Copyright: Rolf Bertschinger (mit freundlicher Genehmigung für www.holzpirat.org)
Der Spiegel
Den Spiegel nach Plan ausschneiden. Die Schmiege muss, wie im Plan vermerkt, zugegeben werden (seitlich 6 mm Unterwasser 4 mm). Aussparung für die Kimmweger Abb. 28 a) auf halbe Dicke des Spiegels ausfräsen, so dass die hintere sichtbare Fläche des Spiegels erhalten bleibt. Beim Deckweger ist keine Aussparung nötig, weil dort die dreieckige Eckverstärkung genügend Festigkeit ergibt.
Um den Spiegel in der richtigen Höhe auf den Kiel zu setzen, muss der Kiel 20 mm tief ausgefräst werden Abb. 28 b). Dabei muss die Kimmhöhe 330 (+/- 5) im Auge behalten werden. Diese Fläche hat eine horizontale Ausrichtung und verläuft nicht parallel zum Kiel, der ja eine gebogene Form hat (Kielsprung). Um für den Oberfräser eine Auflagefläche zu bekommen, legt man einen Holzkeil mit entsprechendem Winkel auf den Kiel.
Spiegelknie an der leicht gerundeten Form des Kiels anpassen und mit der Wasserwaage die senkrechte Seite, die gegen den Spiegel kommt, anreissen und planhobeln. Holzrichtung diagonal wählen.
Für das Verleimen an der Hypotenuse zunächst zwei „Ohren“ Abb. 28 c) stehen lassen, an denen die Schraubzwingen angesetzt werden können. Schrauben sind nicht nötig. Zum leichteren Positionieren des Spiegelknies beim Verleimen, wird die Mittellinie bzw. die Dicke des Spiegelknies, auf Kiel und Spiegel angerissen. Spiegel und Spiegelknie zusammen verleimen, unter Berücksichtigung der beiden Richtungen:
1) Horizontal durch das Messen der Kimmhöhe auf beiden Seiten, Abb. 29.

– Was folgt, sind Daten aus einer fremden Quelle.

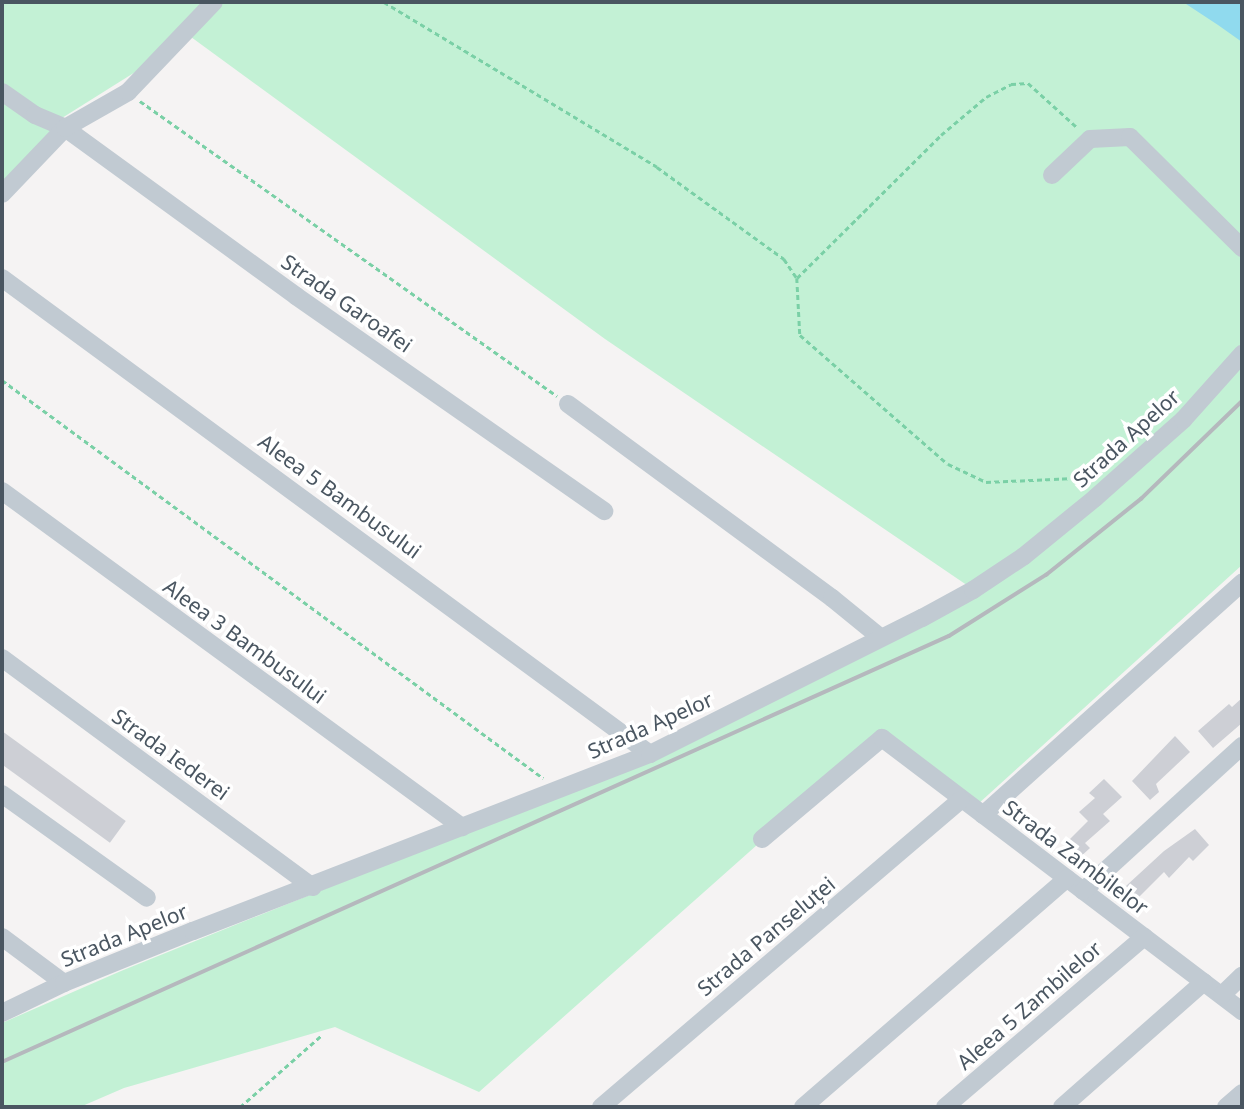 <!DOCTYPE html>
<html>
<head>
<meta charset="utf-8">
<style>
	body { margin:0 }
	#map { position:relative; width:1244px; height:1109px; overflow:hidden; background:#f5f3f3; font-family:"Noto Sans",sans-serif }
	div>[style] { position:absolute }
	.green>* { inset:0; background:#c3f1d5 }
	.water>* { inset:0; background:#90daee }
	.building>* { inset:0; background:#cdcfd5; transform-origin:0 0 }
	.path>* { height:2.5px; margin-top:-1.25px; transform-origin:0; background:repeating-linear-gradient(90deg,#7ad0a6 0 5px,transparent 0 8.5px) }
	.minor>* { height:18px; margin:-9px; padding:0 9px; transform-origin:9px; border-radius:9px; background:#c1cad2 }
	.rail>* { height:3.5px; margin:-1.75px; padding:0 1.75px; transform-origin:1.75px; border-radius:1.75px; background:#b5b8bd }
	span { translate:-50% -50%; white-space:nowrap; text-align:center; line-height:1.15; -webkit-text-stroke:7px #fff; paint-order:stroke }
	.street-label { font-size:21px; color:#4a5661 }
	.frame { position:absolute; inset:0; border:4px solid #4a5661; pointer-events:none }
</style>
</head>
<body>
<div id="map">
	<div class="green">
		<i style="clip-path:polygon(2px 2px,1242px 2px,1242px 565px,978px 804px,875px 740px,479px 1092px,335px 1027px,124px 1088px,80px 1107px,2px 1107px,2px 1023px,121px 971px,694px 740px,977px 592px,605px 339px,191px 37px,62px 118px,2px 187px)"></i>
	</div>
	<div class="water">
		<i style="clip-path:polygon(1183px 2px,1242px 3px,1242px 42px,1218px 25px)"></i>
	</div>
	<div class="building">
		<i style="clip-path:polygon(1242px 698px,1242px 723px,1213px 748px,1198px 731px,1229px 704px,1232px 707px)"></i>
		<i style="left:2px;top:731px;width:153px;height:27px;rotate:36deg"></i>
		<i style="clip-path:polygon(1175px 736px,1190px 752px,1156px 784px,1159px 792px,1150px 800px,1132px 781px)"></i>
		<i style="clip-path:polygon(1104px 779px,1122px 797px,1103px 814px,1110px 821px,1085px 843px,1090px 848px,1078px 859px,1064px 845px,1088px 821px,1079px 812px,1095px 798px,1089px 793px)"></i>
		<i style="clip-path:polygon(1195px 829px,1209px 845px,1193px 861px,1189px 857px,1169px 878px,1164px 872px,1138px 898px,1126px 886px,1164px 851px)"></i>
	</div>
	<div class="path">
		<i style="left:384px;top:2px;width:319px;rotate:31.1deg"></i>
		<i style="left:657px;top:167px;width:157px;rotate:35.9deg"></i>
		<i style="left:784px;top:259px;width:23px;rotate:56deg"></i>
		<i style="left:797px;top:278px;width:57px;rotate:87deg"></i>
		<i style="left:800px;top:335px;width:196px;rotate:41.1deg"></i>
		<i style="left:948px;top:464px;width:42px;rotate:25.3deg"></i>
		<i style="left:986px;top:482px;width:109px;rotate:-2.6deg"></i>
		<i style="left:140px;top:101px;width:511px;rotate:35.28deg"></i>
		<i style="left:797px;top:278px;width:203px;rotate:-44.8deg"></i>
		<i style="left:941px;top:135px;width:59px;rotate:-40.2deg"></i>
		<i style="left:986px;top:97px;width:28px;rotate:-27deg"></i>
		<i style="left:1011px;top:84px;width:17px;rotate:-3deg"></i>
		<i style="left:1028px;top:83px;width:67px;rotate:42deg"></i>
		<i style="left:2px;top:380px;width:672px;rotate:36.34deg"></i>
		<i style="left:240px;top:1107px;width:109px;rotate:-41.3deg"></i>
	</div>
	<div class="minor">
		<i style="left:2px;top:92px;width:40px;rotate:34.9deg"></i>
		<i style="left:35px;top:115px;width:33px;rotate:23deg"></i>
		<i style="left:65px;top:128px;width:286px;rotate:36deg"></i>
		<i style="left:296px;top:296px;width:376px;rotate:34.9deg"></i>
		<i style="left:1052px;top:175px;width:52px;rotate:-43.5deg"></i>
		<i style="left:1090px;top:139px;width:40px;rotate:-2.9deg"></i>
		<i style="left:1130px;top:137px;width:158px;rotate:44.7deg"></i>
		<i style="left:2px;top:194px;width:91px;rotate:-46.3deg"></i>
		<i style="left:65px;top:128px;width:73px;rotate:-29.7deg"></i>
		<i style="left:128px;top:92px;width:124px;rotate:-46.3deg"></i>
		<i style="left:2px;top:278px;width:804px;rotate:36.3deg"></i>
		<i style="left:568px;top:404px;width:328px;rotate:36.3deg"></i>
		<i style="left:832px;top:598px;width:63px;rotate:39.2deg"></i>
		<i style="left:2px;top:491px;width:570px;rotate:36.15deg"></i>
		<i style="left:2px;top:658px;width:386px;rotate:36.4deg"></i>
		<i style="left:2px;top:794px;width:178px;rotate:35.6deg"></i>
		<i style="left:983px;top:815px;width:348px;rotate:-41.9deg"></i>
		<i style="left:762px;top:839px;width:157px;rotate:-40.1deg"></i>
		<i style="left:882px;top:738px;width:452px;rotate:37.2deg"></i>
		<i style="left:1083px;top:891px;width:215px;rotate:-42.4deg"></i>
		<i style="left:2px;top:937px;width:77px;rotate:36.6deg"></i>
		<i style="left:1222px;top:995px;width:28px;rotate:-44deg"></i>
		<i style="left:2px;top:1013px;width:69px;rotate:-25.8deg"></i>
		<i style="left:64px;top:983px;width:139px;rotate:-22deg"></i>
		<i style="left:193px;top:931px;width:490px;rotate:-21.2deg"></i>
		<i style="left:650px;top:754px;width:304px;rotate:-26.6deg"></i>
		<i style="left:922px;top:618px;width:58px;rotate:-28.8deg"></i>
		<i style="left:973px;top:590px;width:61px;rotate:-33.7deg"></i>
		<i style="left:1024px;top:556px;width:92px;rotate:-39.2deg"></i>
		<i style="left:1095px;top:498px;width:118px;rotate:-41.6deg"></i>
		<i style="left:1183px;top:420px;width:89px;rotate:-48.2deg"></i>
		<i style="left:601px;top:1107px;width:473px;rotate:-40.5deg"></i>
		<i style="left:803px;top:1107px;width:349px;rotate:-40.9deg"></i>
		<i style="left:945px;top:1107px;width:262px;rotate:-40.5deg"></i>
		<i style="left:1062px;top:1107px;width:189px;rotate:-41.4deg"></i>
		<i style="left:1226px;top:1107px;width:21px;rotate:-41deg"></i>
	</div>
	<div class="rail">
		<i style="left:2px;top:1062px;width:1038px;rotate:-24.22deg"></i>
		<i style="left:949px;top:636px;width:115px;rotate:-32.2deg"></i>
		<i style="left:1046px;top:575px;width:122px;rotate:-38.7deg"></i>
		<i style="left:1141px;top:499px;width:141px;rotate:-44.1deg"></i>
	</div>
	<div class="street-label">
		<span style="left:347px;top:303px;rotate:35deg">Strada Garoafei</span>
		<span style="left:1126px;top:438px;rotate:-42deg">Strada Apelor</span>
		<span style="left:340px;top:496px;rotate:36deg">Aleea 5 Bambusului</span>
		<span style="left:245px;top:641px;rotate:36deg">Aleea 3 Bambusului</span>
		<span style="left:650px;top:725px;rotate:-24deg">Strada Apelor</span>
		<span style="left:171px;top:754px;rotate:36deg">Strada Iederei</span>
		<span style="left:1076px;top:857px;rotate:37deg">Strada Zambilelor</span>
		<span style="left:124px;top:935px;rotate:-22deg">Strada Apelor</span>
		<span style="left:766px;top:936px;rotate:-40deg">Strada Panseluței</span>
		<span style="left:1029px;top:1005px;rotate:-41deg">Aleea 5 Zambilelor</span>
	</div>
	<div class="frame"></div>
</div>
</body>
</html>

2) 90° Ausrichtung in Bezug zur Längsachse des Schiffs. Dazu bei Spant 2 auf die Mittellinie einen Nagel in den Kiel schlagen, als Anschlag für den Doppelmeter. Man misst vom Nagel zu den beiden äussersten Punkten des Spiegels auf Deckhöhe.
Abb. 28
Abb. 29 Fixierung beim Verleimen
Die Spanten erhalten die Schmiege für die Seitenplanken
Zuerst wird an den Spanten die Schmiege herausgearbeitet. Die Winkel finden sich im Anhang dieser Bauanleitung.
Das Markieren der Mallkanten mit einem Filzstift hilft beim Hobeln der Schmiege. Der blaue Strich (Mallkante) darf nicht weggehobelt werden, Abb. 30.

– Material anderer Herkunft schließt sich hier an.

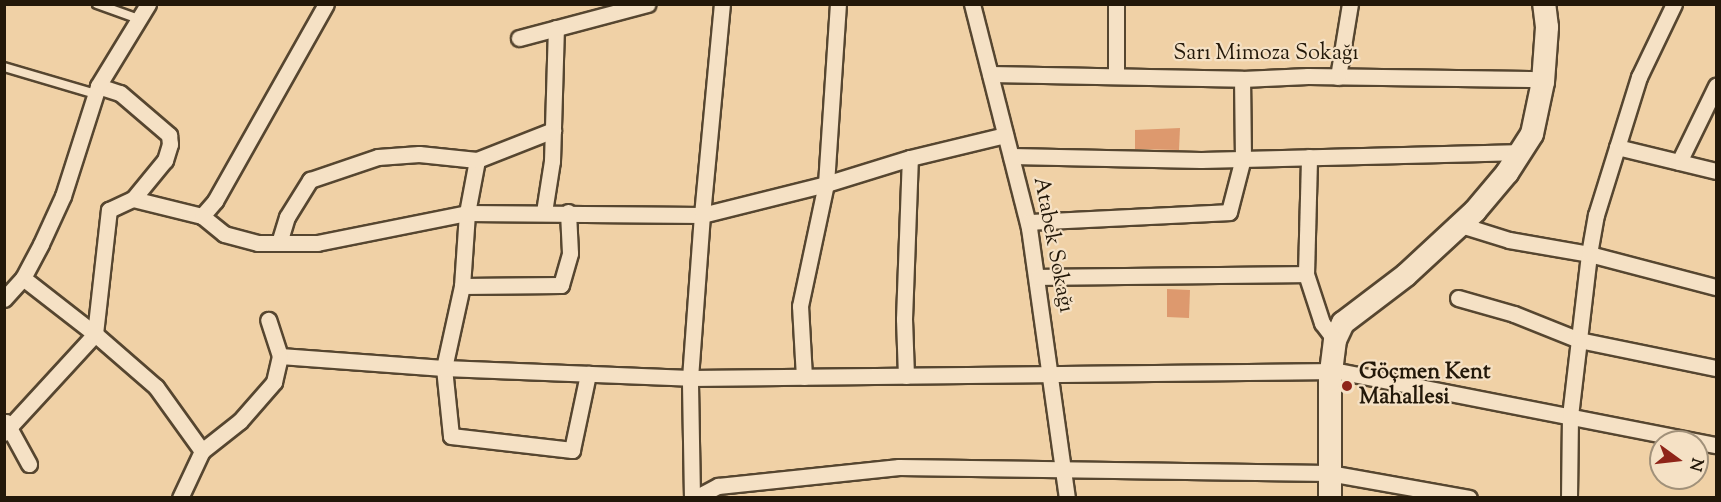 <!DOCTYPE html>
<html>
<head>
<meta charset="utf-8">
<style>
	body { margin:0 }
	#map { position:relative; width:1721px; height:502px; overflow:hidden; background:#f0d1a6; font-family:"Sorts Mill Goudy",serif }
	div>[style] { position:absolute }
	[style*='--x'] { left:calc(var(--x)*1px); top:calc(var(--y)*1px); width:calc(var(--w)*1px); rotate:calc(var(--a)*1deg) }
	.building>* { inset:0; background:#dd996e }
	.roads { filter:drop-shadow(2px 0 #564630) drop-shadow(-2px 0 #564630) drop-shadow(0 2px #564630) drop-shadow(0 -2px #564630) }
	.lane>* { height:8px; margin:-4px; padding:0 4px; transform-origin:4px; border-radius:4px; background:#f5e1c5 }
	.street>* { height:15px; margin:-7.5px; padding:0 7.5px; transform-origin:7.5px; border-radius:7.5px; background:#f5e1c5 }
	.secondary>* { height:22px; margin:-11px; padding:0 11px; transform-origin:11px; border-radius:11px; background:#f5e1c5 }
	.dots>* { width:16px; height:16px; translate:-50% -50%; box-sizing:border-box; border:3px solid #f5e1c5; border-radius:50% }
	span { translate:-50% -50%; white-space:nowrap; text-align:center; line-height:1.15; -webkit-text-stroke:4.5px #f5e1c5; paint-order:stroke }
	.street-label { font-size:22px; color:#231809 }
	.poi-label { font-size:22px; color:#231809; font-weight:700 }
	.left { translate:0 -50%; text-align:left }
	.frame { position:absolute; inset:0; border:6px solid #231809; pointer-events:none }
	.north { position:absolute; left:1649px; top:430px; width:60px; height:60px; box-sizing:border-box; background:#f5e1c5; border:2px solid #a1917a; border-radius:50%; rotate:105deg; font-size:16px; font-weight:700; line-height:24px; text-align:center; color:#231809 }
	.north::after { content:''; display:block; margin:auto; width:21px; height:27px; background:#8f2418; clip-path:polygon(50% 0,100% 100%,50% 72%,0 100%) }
</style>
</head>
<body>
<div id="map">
	<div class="building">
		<i style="clip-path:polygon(1180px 128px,1179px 150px,1135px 149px,1135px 130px)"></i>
		<i style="clip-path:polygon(1167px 289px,1190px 290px,1189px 318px,1167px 317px)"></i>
	</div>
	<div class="roads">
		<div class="lane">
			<i style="--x:97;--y:4;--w:45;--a:19.7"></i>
			<i style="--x:4;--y:67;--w:96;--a:16.4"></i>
		</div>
		<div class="street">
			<i style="--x:972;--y:4;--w:231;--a:75.7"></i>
			<i style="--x:1029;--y:228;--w:273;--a:82"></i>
			<i style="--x:519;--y:38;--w:133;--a:-14.8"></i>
			<i style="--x:990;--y:74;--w:252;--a:1.1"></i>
			<i style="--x:1242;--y:79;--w:66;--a:-2.6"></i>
			<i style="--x:1308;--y:76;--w:222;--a:0.8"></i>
			<i style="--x:1530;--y:79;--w:13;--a:13"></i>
			<i style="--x:1116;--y:76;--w:72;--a:-90"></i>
			<i style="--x:1338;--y:77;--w:74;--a:-80.7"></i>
			<i style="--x:98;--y:86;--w:23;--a:18"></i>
			<i style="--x:120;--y:93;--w:65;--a:40.6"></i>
			<i style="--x:169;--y:135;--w:9;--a:84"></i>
			<i style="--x:170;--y:144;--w:17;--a:107"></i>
			<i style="--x:165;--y:160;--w:50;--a:129.4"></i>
			<i style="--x:1617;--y:147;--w:102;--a:13.6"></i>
			<i style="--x:1011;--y:156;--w:190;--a:1.2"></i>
			<i style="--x:1201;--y:160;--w:319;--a:-1.4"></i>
			<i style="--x:477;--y:160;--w:54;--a:100.7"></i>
			<i style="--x:467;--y:213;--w:73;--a:93.9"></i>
			<i style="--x:462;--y:286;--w:84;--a:102.4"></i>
			<i style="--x:444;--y:368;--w:68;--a:84.1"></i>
			<i style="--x:451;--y:436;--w:122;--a:6.6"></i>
			<i style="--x:572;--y:450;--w:78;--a:-78.1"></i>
			<i style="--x:1679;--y:162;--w:85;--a:-64"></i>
			<i style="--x:544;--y:212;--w:52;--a:-81.1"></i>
			<i style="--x:552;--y:161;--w:133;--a:-88.3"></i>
			<i style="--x:202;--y:216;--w:20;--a:-49"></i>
			<i style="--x:215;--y:201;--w:226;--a:-60.6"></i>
			<i style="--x:1028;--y:222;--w:201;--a:-2.8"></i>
			<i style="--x:1229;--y:212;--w:56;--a:-75.5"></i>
			<i style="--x:1243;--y:158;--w:79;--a:-90.7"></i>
			<i style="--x:1461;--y:225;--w:50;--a:17.4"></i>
			<i style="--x:1509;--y:240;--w:81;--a:9.9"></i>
			<i style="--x:1589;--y:254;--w:40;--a:-80"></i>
			<i style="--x:1596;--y:215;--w:145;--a:-72.7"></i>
			<i style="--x:1639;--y:77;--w:81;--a:-64.4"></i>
			<i style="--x:279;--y:243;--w:27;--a:-73"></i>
			<i style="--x:287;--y:217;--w:44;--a:-58.1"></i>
			<i style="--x:310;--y:180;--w:72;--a:-18.7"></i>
			<i style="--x:378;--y:157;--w:41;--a:-4.2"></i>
			<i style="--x:419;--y:154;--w:58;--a:5.9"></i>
			<i style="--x:477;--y:160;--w:82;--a:-21.5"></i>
			<i style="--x:1306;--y:274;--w:117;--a:-88.5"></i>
			<i style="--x:1038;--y:277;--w:268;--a:-0.6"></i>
			<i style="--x:1306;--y:274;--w:52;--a:71.9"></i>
			<i style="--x:1322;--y:323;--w:21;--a:53"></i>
			<i style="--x:23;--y:278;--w:91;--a:37.9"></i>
			<i style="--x:95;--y:334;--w:81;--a:41"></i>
			<i style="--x:156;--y:387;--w:79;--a:54.3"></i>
			<i style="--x:462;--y:286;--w:99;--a:-0.6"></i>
			<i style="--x:561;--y:285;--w:33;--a:-74"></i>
			<i style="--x:570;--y:253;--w:41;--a:-92.8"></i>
			<i style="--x:1458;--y:298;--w:58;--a:15.9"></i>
			<i style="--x:1514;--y:314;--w:70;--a:21.8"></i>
			<i style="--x:1579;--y:340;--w:140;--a:11.6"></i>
			<i style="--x:4;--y:299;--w:28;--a:-48"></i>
			<i style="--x:23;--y:278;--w:38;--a:-62"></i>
			<i style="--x:41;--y:244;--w:53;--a:-65.4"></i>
			<i style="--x:63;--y:196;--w:115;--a:-72.3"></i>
			<i style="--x:98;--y:86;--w:96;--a:-58.6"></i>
			<i style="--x:280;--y:356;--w:164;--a:4.2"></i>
			<i style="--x:444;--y:368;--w:246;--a:2.3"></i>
			<i style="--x:690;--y:378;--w:648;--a:-0.62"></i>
			<i style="--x:1338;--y:371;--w:385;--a:11.1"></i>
			<i style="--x:906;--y:376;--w:57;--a:-92"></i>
			<i style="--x:904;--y:319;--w:161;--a:-87.9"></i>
			<i style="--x:804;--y:377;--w:71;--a:-93.2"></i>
			<i style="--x:800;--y:306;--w:125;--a:-78"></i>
			<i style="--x:826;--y:184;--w:180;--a:-86.2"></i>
			<i style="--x:6;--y:422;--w:48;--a:61.3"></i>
			<i style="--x:4;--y:433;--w:134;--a:-47.4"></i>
			<i style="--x:95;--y:334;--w:125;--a:-83.6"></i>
			<i style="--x:109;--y:210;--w:26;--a:-25"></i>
			<i style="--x:133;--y:199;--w:71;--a:13.8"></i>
			<i style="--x:202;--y:216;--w:28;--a:39"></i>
			<i style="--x:224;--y:234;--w:35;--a:15"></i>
			<i style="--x:258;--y:243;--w:59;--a:0"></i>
			<i style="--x:317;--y:243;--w:153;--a:-11.3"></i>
			<i style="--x:467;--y:213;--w:235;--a:0.5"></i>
			<i style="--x:702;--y:215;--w:128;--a:-14"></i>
			<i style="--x:826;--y:184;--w:88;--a:-17.2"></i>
			<i style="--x:910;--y:158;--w:98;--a:-13.6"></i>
			<i style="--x:180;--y:498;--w:52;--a:-64.9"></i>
			<i style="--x:202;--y:451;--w:48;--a:-38.3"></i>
			<i style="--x:240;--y:421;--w:52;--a:-48.9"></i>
			<i style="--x:274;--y:382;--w:27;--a:-77"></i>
			<i style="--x:280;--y:356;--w:38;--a:-108"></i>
			<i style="--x:692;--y:498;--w:120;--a:-91"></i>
			<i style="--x:690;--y:378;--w:163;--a:-85.8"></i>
			<i style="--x:702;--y:215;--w:212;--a:-84.6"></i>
			<i style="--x:695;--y:498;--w:26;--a:-28"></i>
			<i style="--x:718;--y:486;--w:182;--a:-6"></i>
			<i style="--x:899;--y:467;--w:430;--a:0.8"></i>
			<i style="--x:1329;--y:473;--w:142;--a:10.1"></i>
			<i style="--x:1569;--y:498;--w:82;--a:-89.3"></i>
			<i style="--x:1570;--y:416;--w:163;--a:-83.3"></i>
			<i style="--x:1589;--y:254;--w:131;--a:14.6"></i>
		</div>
		<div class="secondary">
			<i style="--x:1330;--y:498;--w:118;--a:-90"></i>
			<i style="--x:1330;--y:380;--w:40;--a:-82.9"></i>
			<i style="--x:1335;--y:340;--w:19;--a:-65"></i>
			<i style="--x:1343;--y:323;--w:79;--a:-37.3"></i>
			<i style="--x:1406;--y:275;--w:94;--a:-42.8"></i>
			<i style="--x:1475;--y:211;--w:50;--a:-49.9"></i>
			<i style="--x:1507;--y:173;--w:46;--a:-57.3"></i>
			<i style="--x:1532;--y:134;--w:53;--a:-78.1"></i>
			<i style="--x:1543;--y:82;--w:55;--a:-85.8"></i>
			<i style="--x:1547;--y:27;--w:23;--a:-97"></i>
		</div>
	</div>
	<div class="dots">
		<i style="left:1347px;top:386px;background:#8f2418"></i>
	</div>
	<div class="street-label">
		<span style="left:1266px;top:55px">Sarı Mimoza Sokağı</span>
		<span style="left:1052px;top:245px;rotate:79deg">Atabek Sokağı</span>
	</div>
	<div class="poi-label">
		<span class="left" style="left:1359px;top:386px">Göçmen Kent<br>Mahallesi</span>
	</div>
	<div class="frame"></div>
	<div class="north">N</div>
</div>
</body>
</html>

Am einfachsten geht es mit der elektrischen Hobelmaschine und dem verstellbaren Winkelanschlag.
Die Schmiege in den Aussparungen für Kimm- und Deckweger kann mit dem Oberfräser gemacht werden. Die zuerst gehobelte Schmiege Abb. 30 a) wird als Auflagefläche für den Oberfräser benutzt, der dann den jeweiligen Winkel auf die Aussparung für den Deck- bzw. Kimmweger überträgt, Abb. 30 b).
Abb. 30
Mit dem Winkelmesser kann die Neigung überprüft werden, Abb. 31 c)
Abb. 31
Aussparung für den Kiel mit den beiden Nüstergatten (Durchlass). So kann das Bilgenwasser unter dem Spant hindurchfliessen und sich am tiefsten Punkt beim Schwertkasten sammeln, Abb. 32.
Abb. 32
Verleimen der Spanten auf den Kiel
Die Bodenwrange mit Hilfe der Wasserwaage senkrecht auf den Kiel stellen und den Schmiege-Winkel für die Auflagefläche bestimmen.
An der Bodenwrange und dem Spant die ermittelte Schmiege hobeln und in einem ersten Arbeitsschritt die beiden, auf dem Kiel fixiert, miteinander verleimen. Mit einem Stück unterlegtem Zeitungspapier verhindert man das Verkleben mit dem Kiel, Abb. 33.
Damit wird die vertikale und horizontale Ausrichtung (Kimmhöhe) etabliert. Falls nötig, kann die Kimmhöhe, durch bearbeiten der Auflagefläche (Schmiege), noch etwas korrigiert werden.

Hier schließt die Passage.